[PROVIDED RECORDS]

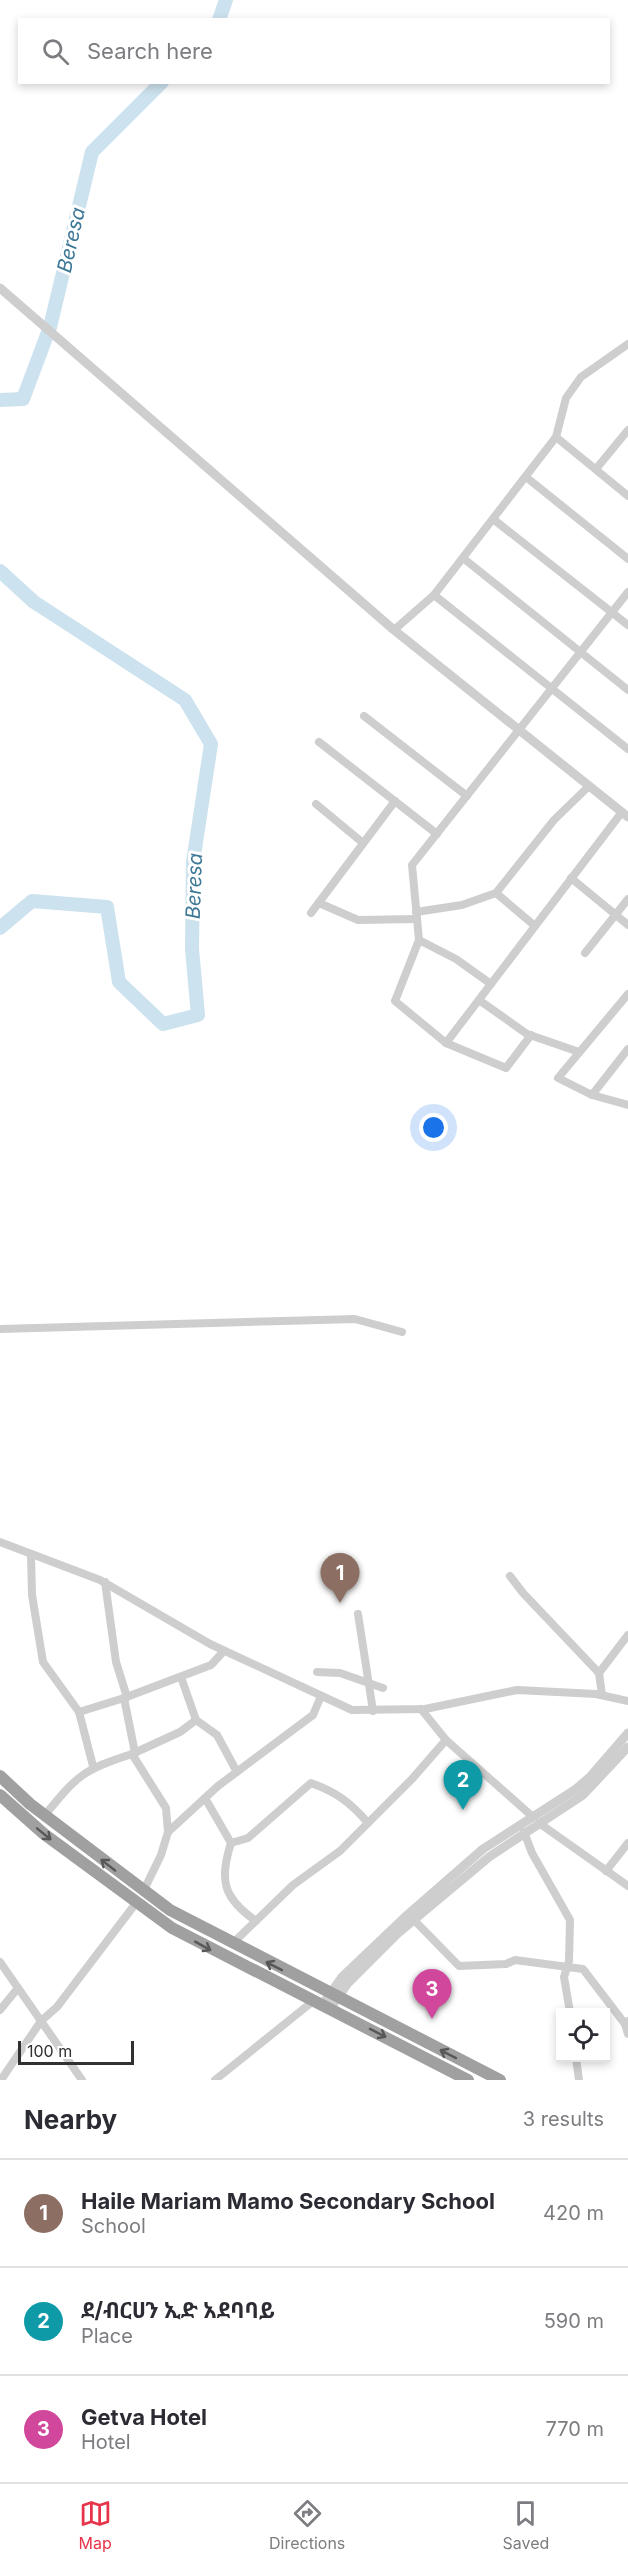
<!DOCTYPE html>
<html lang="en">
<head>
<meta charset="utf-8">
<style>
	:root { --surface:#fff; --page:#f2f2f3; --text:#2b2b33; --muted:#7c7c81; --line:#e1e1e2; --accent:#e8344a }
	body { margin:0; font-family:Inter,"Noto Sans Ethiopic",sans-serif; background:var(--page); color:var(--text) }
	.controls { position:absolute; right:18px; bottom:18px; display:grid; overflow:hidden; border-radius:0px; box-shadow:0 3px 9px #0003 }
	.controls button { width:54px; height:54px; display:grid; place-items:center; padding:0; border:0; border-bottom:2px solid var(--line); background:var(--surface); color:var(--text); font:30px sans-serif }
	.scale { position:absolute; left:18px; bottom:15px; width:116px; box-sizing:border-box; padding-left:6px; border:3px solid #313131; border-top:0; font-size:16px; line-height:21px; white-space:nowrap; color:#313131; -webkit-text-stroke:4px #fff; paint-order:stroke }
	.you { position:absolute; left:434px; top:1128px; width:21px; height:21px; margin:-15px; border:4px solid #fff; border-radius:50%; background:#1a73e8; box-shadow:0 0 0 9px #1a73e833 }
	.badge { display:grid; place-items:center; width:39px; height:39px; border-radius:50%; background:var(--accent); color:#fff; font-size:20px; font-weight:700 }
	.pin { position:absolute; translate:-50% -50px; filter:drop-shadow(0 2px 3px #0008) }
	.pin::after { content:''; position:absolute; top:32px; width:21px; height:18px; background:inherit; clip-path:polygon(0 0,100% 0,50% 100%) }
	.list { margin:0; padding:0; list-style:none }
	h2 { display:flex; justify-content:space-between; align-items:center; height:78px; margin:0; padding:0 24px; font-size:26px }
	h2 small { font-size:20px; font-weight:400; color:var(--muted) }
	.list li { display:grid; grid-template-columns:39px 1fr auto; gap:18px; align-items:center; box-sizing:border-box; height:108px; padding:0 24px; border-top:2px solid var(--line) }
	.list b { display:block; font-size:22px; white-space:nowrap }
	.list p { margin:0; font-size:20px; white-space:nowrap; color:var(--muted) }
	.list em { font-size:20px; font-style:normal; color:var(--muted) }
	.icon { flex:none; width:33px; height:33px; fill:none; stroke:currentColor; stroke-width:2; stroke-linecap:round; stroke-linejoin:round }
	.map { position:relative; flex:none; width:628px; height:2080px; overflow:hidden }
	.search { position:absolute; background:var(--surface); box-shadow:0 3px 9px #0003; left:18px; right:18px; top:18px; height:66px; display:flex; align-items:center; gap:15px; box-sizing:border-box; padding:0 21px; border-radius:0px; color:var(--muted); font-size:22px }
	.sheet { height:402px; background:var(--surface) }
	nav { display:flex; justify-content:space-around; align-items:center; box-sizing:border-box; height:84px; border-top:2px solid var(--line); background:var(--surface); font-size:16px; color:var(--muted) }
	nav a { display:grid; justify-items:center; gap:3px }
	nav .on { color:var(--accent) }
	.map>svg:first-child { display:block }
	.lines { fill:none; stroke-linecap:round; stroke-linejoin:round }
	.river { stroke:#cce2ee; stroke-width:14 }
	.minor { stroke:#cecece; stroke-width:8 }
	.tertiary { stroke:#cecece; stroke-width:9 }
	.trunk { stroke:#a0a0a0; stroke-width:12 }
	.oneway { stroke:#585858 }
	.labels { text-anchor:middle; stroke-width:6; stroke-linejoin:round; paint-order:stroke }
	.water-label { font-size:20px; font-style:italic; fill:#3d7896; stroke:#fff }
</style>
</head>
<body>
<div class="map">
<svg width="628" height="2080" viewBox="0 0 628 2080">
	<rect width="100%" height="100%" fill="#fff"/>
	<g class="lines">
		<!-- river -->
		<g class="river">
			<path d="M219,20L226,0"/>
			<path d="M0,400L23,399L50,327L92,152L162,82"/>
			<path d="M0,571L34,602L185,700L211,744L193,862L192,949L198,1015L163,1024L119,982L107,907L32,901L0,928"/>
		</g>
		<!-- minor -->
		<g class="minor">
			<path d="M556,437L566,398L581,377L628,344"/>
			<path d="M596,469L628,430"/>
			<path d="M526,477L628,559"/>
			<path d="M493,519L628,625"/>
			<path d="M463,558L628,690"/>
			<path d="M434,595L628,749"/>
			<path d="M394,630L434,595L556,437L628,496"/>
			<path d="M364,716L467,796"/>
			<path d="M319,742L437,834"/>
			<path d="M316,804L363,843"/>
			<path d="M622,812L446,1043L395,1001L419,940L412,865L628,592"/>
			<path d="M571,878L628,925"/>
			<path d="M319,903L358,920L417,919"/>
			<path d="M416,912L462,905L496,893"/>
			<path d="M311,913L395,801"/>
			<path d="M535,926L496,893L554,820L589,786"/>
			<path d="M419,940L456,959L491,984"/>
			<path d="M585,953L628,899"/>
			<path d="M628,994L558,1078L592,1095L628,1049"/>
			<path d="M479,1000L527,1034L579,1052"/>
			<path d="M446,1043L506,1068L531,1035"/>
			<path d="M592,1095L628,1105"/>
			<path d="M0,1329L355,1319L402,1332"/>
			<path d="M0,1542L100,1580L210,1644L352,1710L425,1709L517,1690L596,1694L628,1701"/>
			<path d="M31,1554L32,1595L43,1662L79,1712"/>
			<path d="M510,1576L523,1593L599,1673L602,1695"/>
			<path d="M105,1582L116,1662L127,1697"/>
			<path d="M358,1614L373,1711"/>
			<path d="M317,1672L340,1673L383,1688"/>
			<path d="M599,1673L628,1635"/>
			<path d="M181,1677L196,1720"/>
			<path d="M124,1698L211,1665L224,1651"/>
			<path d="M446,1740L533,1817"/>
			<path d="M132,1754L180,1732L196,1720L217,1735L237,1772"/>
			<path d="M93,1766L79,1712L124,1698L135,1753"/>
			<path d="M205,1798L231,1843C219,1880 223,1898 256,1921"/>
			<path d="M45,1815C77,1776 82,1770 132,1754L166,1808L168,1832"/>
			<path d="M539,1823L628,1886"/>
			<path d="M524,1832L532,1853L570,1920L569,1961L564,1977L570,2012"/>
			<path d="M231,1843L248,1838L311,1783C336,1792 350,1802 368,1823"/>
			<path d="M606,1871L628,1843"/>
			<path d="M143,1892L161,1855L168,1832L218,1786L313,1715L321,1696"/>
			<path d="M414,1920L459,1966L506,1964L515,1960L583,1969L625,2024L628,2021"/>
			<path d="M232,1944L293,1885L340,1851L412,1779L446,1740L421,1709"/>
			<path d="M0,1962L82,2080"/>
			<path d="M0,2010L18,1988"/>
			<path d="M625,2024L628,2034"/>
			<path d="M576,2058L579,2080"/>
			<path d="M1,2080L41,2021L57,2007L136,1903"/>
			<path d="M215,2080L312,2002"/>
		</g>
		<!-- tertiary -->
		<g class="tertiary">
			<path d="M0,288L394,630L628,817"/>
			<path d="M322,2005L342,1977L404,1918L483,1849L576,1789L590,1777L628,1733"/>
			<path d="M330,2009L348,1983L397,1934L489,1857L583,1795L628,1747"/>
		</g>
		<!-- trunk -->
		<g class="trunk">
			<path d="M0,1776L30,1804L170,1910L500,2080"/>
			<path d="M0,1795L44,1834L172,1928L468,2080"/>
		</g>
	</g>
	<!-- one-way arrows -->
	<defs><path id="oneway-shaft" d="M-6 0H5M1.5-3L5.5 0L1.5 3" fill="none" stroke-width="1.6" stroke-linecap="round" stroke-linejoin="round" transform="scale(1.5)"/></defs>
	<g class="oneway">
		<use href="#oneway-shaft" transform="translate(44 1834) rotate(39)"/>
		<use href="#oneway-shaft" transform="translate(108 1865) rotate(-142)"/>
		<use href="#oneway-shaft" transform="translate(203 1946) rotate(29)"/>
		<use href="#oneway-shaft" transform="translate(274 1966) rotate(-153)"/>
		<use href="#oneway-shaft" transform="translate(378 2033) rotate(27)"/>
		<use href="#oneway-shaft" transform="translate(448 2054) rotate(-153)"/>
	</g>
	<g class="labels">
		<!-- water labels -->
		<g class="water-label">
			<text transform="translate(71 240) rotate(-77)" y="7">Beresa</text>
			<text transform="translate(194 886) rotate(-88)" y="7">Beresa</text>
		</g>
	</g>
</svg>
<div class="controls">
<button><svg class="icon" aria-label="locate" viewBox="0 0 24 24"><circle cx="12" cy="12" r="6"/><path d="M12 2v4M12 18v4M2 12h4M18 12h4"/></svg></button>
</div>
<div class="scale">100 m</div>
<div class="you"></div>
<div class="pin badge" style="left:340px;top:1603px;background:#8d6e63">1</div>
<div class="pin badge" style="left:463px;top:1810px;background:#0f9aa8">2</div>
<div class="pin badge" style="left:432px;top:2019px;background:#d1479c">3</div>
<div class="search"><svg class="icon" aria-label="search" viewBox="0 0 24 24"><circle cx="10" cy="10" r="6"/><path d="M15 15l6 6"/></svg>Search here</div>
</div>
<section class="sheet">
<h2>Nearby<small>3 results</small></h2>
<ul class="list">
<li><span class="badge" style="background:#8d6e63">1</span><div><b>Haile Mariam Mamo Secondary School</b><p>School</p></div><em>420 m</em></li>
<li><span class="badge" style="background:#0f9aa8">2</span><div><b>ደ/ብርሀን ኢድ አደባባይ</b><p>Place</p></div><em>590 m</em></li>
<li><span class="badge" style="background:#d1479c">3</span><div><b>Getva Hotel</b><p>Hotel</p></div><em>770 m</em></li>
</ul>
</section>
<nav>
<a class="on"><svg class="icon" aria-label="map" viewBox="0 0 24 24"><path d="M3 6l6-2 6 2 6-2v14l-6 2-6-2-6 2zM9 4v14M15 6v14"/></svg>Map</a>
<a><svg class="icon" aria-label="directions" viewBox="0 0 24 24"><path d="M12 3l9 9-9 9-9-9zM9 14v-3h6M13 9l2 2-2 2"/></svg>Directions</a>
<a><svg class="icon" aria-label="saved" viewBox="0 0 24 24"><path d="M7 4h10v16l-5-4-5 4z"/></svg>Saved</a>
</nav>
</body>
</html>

[/PROVIDED RECORDS]

TASK INSTRUCTIONS: If a line in the data above includes the string "serif", copy it.

TASK SOLUTION:
	body { margin:0; font-family:Inter,"Noto Sans Ethiopic",sans-serif; background:var(--page); color:var(--text) }
	.controls button { width:54px; height:54px; display:grid; place-items:center; padding:0; border:0; border-bottom:2px solid var(--line); background:var(--surface); color:var(--text); font:30px sans-serif }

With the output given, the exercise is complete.